Jihoon knows Miyoung is more than just a beautiful girl–he saw her nine tails the night she saved his life. His grandmother used to tell him stories of the gumiho, of their power and the danger they pose to humans. He’s drawn to her anyway.
With murderous forces lurking in the background, Miyoung and Jihoon develop a tenuous friendship that blossoms into something more. But when a young shaman tries to reunite Miyoung with her bead, the consequences are disastrous . . . forcing Miyoung to choose between her immortal life and Jihoon’s.
Have you figured out what kind of puppy to adopt yet? Or have you already adopted more than one?
My sister has a miniature schnauzer that I adore, so I know I like that kind of dog! But, I think I want to try to adopt if I can, so I guess I’ll just have to wait and see what kind of dogs are available at some of the local rescues!
Sounds like a plan! I love how both WICKED FOX and VICIOUS SPIRITS incorporate gumiho lore. How did the world of the series change as you wrote it?
The thing about Korean folktales is that there aren’t a lot of written/translated records and the ones that exist sometimes contradict each other. So it was important to kind of fill in the gaps and make a connection between all the stories in a way that worked for my modern-day gumiho.
I’m glad you did. I’ve heard a lot about “second book blues.” Without giving away spoilers, what were some of the writing challenges VICIOUS SPIRITS gave you?
I decided to really shorten the timeline for VICIOUS SPIRITS compared to WICKED FOX. In WICKED FOX the characters needed time to get to know each other and form a connection before everything gets torn apart. But by the time VICIOUS SPIRITS rolls around all of the main characters have known each other for months if not years. It made it easier to play with the relationships and any preconceived notions that they had about each other. But it also made the timeline really tight and I had to keep making sure that things were moving along well and while not feeling rushed. I also had to expand on the supernatural world. Whereas in WICKED FOX, the supernatural world was very centered on the gumiho mythology, it was expanded in VICIOUS SPIRITS to now include dokkaebi, jeoseung saja (reapers), and ghosts. It makes it very fun but also very complicated.
Sounds like it! What has been most helpful to you in the current and uncertain times we live in?
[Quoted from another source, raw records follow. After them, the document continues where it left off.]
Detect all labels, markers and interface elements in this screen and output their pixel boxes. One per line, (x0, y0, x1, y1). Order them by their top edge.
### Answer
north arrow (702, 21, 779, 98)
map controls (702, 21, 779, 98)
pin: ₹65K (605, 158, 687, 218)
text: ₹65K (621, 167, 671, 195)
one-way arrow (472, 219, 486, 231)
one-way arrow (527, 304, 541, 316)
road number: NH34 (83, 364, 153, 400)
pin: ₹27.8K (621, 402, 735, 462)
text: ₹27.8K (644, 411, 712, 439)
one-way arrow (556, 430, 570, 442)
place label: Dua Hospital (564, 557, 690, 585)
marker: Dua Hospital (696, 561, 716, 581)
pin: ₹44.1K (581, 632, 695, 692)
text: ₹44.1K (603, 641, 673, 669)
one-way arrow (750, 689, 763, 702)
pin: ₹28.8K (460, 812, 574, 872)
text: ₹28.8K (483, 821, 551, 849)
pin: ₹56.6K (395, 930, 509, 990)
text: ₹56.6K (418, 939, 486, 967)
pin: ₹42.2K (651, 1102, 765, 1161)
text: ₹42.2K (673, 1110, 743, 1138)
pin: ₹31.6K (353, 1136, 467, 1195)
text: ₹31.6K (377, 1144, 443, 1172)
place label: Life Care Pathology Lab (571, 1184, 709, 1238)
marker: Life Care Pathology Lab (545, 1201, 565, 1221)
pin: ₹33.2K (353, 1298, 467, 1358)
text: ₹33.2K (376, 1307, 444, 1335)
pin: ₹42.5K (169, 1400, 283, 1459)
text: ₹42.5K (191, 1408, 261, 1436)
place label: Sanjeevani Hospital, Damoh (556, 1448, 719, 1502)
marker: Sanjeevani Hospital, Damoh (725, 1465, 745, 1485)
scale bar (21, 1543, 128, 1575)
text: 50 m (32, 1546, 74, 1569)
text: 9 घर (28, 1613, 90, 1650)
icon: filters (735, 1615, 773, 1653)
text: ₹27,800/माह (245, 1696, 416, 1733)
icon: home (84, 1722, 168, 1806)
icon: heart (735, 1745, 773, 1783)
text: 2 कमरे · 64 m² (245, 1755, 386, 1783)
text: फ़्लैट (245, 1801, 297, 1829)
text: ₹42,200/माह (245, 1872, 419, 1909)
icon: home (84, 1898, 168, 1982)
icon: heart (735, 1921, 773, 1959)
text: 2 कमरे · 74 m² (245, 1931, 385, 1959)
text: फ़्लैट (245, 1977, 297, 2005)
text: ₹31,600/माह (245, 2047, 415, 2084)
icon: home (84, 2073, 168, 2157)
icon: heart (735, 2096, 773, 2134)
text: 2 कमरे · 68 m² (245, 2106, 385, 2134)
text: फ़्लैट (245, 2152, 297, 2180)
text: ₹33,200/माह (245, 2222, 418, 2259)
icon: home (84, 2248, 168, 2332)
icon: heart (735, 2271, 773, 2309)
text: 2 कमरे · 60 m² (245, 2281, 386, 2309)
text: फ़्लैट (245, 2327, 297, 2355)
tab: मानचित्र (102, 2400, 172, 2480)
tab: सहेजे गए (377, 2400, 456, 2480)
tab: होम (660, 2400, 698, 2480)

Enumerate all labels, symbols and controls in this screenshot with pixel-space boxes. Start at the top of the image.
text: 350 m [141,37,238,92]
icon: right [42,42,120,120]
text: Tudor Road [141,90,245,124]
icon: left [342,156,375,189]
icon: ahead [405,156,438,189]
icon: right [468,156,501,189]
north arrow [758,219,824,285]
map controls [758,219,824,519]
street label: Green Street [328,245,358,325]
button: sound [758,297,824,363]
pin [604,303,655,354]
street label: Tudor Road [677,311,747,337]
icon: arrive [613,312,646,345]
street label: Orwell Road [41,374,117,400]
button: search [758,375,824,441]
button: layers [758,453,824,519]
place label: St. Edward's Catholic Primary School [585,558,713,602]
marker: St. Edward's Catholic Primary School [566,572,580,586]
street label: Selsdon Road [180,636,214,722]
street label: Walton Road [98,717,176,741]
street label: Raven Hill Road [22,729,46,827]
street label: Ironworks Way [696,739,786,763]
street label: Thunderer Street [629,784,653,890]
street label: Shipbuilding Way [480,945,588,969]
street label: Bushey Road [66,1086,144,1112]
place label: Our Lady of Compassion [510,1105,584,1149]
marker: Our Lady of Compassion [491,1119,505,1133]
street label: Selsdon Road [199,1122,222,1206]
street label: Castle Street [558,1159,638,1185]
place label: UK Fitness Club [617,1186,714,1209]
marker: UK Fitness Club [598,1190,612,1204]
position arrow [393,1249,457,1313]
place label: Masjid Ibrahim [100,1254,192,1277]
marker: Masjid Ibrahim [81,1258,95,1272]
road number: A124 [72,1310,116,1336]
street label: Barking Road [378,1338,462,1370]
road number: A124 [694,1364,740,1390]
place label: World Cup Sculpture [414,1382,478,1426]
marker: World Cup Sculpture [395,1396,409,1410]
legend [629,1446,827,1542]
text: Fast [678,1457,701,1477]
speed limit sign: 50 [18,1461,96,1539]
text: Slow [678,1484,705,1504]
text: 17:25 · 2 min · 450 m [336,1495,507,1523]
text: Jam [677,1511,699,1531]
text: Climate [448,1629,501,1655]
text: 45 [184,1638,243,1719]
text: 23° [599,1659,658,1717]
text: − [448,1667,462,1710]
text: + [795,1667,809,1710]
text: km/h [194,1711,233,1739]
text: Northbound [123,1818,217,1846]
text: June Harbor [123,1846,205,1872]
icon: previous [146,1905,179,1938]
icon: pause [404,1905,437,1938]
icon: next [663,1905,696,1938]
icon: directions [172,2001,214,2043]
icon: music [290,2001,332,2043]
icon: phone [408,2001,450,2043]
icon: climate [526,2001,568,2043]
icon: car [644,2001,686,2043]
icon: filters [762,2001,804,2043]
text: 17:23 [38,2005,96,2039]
My support system of other writers and publishing people, many of whom are BIPOC and have been great resources and support during this time. I feel immensely lucky that I’ve created a couple of close-knit groups that I can share my frustrations and my hopes with. I trust them with most of my publishing secrets so I know that if I’m having a bad moment or I need advice I can always go to them. It’s why I talk a lot about community in publishing in most of my platforms (I talk about it a lot on my podcast, Write or Die Podcast). I also have had some moments where I do feel a lack of momentum in my work because sometimes when you’re a creative and such serious/important things are happening in the greater world, you might think “does what I’m creating matter? Is it even helping?” I guess I think this way because I used to work in cancer research and it felt like a concrete way to create positive change in the world. But after being in children’s publishing for a few years now, I can say that these stories do make a difference. Especially when they share untold stories from marginalized communities. It might not be as concrete feeling as cancer research, but stories are really powerful things and they help foster minds (both young and old) to see the possibilities in the world and to open themselves up to new things. So, knowing that also helps me as I write and work during these times.